You have one of the best of the best pistols in the world.


----------



## Gunners_Mate (Feb 17, 2010)

even if it had been sitting in a showcase for awhile I'm fairly certain some light, the occasional viewing and handling and maybe even some dry fires will have next to no effect on the firearm at all. If you are in the field for purchasing something that can be damaged under such conditions you should probably consider not regularly putting low explosives into it and discharging them. 

tldr: shooting it is going to cause far more "damage" than a few gawkers. and even then you should still be able to reliably fire the thing somewhere upwards of 10k rounds, no problems, no matter what firearm you get. Generally. 
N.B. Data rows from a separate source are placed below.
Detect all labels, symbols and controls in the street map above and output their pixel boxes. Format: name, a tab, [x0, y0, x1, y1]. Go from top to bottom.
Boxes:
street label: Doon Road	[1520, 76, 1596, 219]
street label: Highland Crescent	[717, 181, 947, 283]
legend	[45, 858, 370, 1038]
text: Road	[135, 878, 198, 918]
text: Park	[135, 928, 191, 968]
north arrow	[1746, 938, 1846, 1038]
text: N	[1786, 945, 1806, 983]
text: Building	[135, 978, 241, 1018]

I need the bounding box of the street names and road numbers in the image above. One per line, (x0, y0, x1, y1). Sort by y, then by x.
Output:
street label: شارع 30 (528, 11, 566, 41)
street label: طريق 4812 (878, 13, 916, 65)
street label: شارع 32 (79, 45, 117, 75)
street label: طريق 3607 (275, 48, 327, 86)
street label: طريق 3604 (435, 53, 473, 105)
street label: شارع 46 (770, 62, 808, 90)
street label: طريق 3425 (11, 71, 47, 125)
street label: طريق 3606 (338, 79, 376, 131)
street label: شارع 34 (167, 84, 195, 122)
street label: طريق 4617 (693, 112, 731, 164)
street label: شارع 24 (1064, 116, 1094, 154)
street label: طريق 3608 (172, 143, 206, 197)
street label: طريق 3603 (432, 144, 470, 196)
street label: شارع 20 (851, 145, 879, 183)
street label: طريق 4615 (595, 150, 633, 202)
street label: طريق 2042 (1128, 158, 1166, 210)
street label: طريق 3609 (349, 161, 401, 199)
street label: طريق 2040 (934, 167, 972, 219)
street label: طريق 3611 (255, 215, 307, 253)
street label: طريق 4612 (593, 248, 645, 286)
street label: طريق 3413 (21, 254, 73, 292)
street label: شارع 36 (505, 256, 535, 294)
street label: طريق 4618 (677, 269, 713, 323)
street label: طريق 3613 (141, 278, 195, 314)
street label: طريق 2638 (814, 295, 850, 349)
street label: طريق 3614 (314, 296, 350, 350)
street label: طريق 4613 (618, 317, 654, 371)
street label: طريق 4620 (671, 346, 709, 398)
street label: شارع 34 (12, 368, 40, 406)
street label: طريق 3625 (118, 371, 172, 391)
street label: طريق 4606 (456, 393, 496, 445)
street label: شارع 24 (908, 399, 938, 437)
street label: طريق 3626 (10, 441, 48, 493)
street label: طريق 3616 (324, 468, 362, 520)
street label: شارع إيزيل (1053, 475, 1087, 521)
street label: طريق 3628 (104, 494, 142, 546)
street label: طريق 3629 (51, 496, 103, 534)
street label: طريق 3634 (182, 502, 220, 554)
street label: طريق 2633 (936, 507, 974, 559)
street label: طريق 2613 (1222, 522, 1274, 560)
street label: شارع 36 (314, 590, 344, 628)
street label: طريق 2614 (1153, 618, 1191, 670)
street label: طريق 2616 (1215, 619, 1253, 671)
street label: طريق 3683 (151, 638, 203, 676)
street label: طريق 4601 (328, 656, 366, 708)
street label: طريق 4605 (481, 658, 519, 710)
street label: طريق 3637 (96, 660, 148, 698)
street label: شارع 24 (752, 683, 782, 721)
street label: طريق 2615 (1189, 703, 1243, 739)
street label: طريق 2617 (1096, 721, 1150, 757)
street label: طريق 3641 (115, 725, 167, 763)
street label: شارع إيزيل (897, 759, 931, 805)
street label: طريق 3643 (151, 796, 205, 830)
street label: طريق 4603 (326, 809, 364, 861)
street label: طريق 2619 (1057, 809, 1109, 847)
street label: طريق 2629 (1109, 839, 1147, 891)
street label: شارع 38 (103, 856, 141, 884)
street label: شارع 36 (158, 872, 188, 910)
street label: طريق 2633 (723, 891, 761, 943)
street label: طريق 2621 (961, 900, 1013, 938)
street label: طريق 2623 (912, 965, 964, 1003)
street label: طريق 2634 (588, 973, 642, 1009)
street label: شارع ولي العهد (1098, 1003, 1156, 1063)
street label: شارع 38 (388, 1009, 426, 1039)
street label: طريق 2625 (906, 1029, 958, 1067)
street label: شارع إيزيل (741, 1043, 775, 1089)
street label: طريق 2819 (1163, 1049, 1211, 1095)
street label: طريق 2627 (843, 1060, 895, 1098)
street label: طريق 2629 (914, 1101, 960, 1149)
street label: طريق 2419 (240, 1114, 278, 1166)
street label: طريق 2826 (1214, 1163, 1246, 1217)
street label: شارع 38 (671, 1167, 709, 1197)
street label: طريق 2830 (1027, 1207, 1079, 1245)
anyways congrats on the new gun, enjoy


----------



## BeefyBeefo (Jan 30, 2008)

Gunners_Mate said:


> even if it had been sitting in a showcase for awhile I'm fairly certain some light, the occasional viewing and handling and maybe even some dry fires will have next to no effect on the firearm at all. If you are in the field for purchasing something that can be damaged under such conditions you should probably consider not regularly putting low explosives into it and discharging them.
> 
> tldr: shooting it is going to cause far more "damage" than a few gawkers. and even then you should still be able to reliably fire the thing somewhere upwards of 10k rounds, no problems, no matter what firearm you get. Generally.
> 
> anyways congrats on the new gun, enjoy


Pretty sure he is referring to the fact that there have been a lot of problems with the Gen4 9mm Glocks and that they have supposedly been addressing these issues. I had a Glock 19 Gen4 about 14 months ago and the thing was a POS. Stovepiped like crazy with any kind of ammo and anyone shooting it. The local rep had me trying different springs and nothing fixed it. I just recently picked up a Glock 17 Gen4 (manufactured about 4 weeks ago) and having the same issues. As far as I'm concerned, they shouldn't have changed it. My Gen 3 G26 has been to hell and back and I've had no issues with it. Just my .02


----------



## Gunners_Mate (Feb 17, 2010)

I was referring to his statement "I believe if you get one that has not been sitting in a gun shop's showcase for a while you, it will perform as it should."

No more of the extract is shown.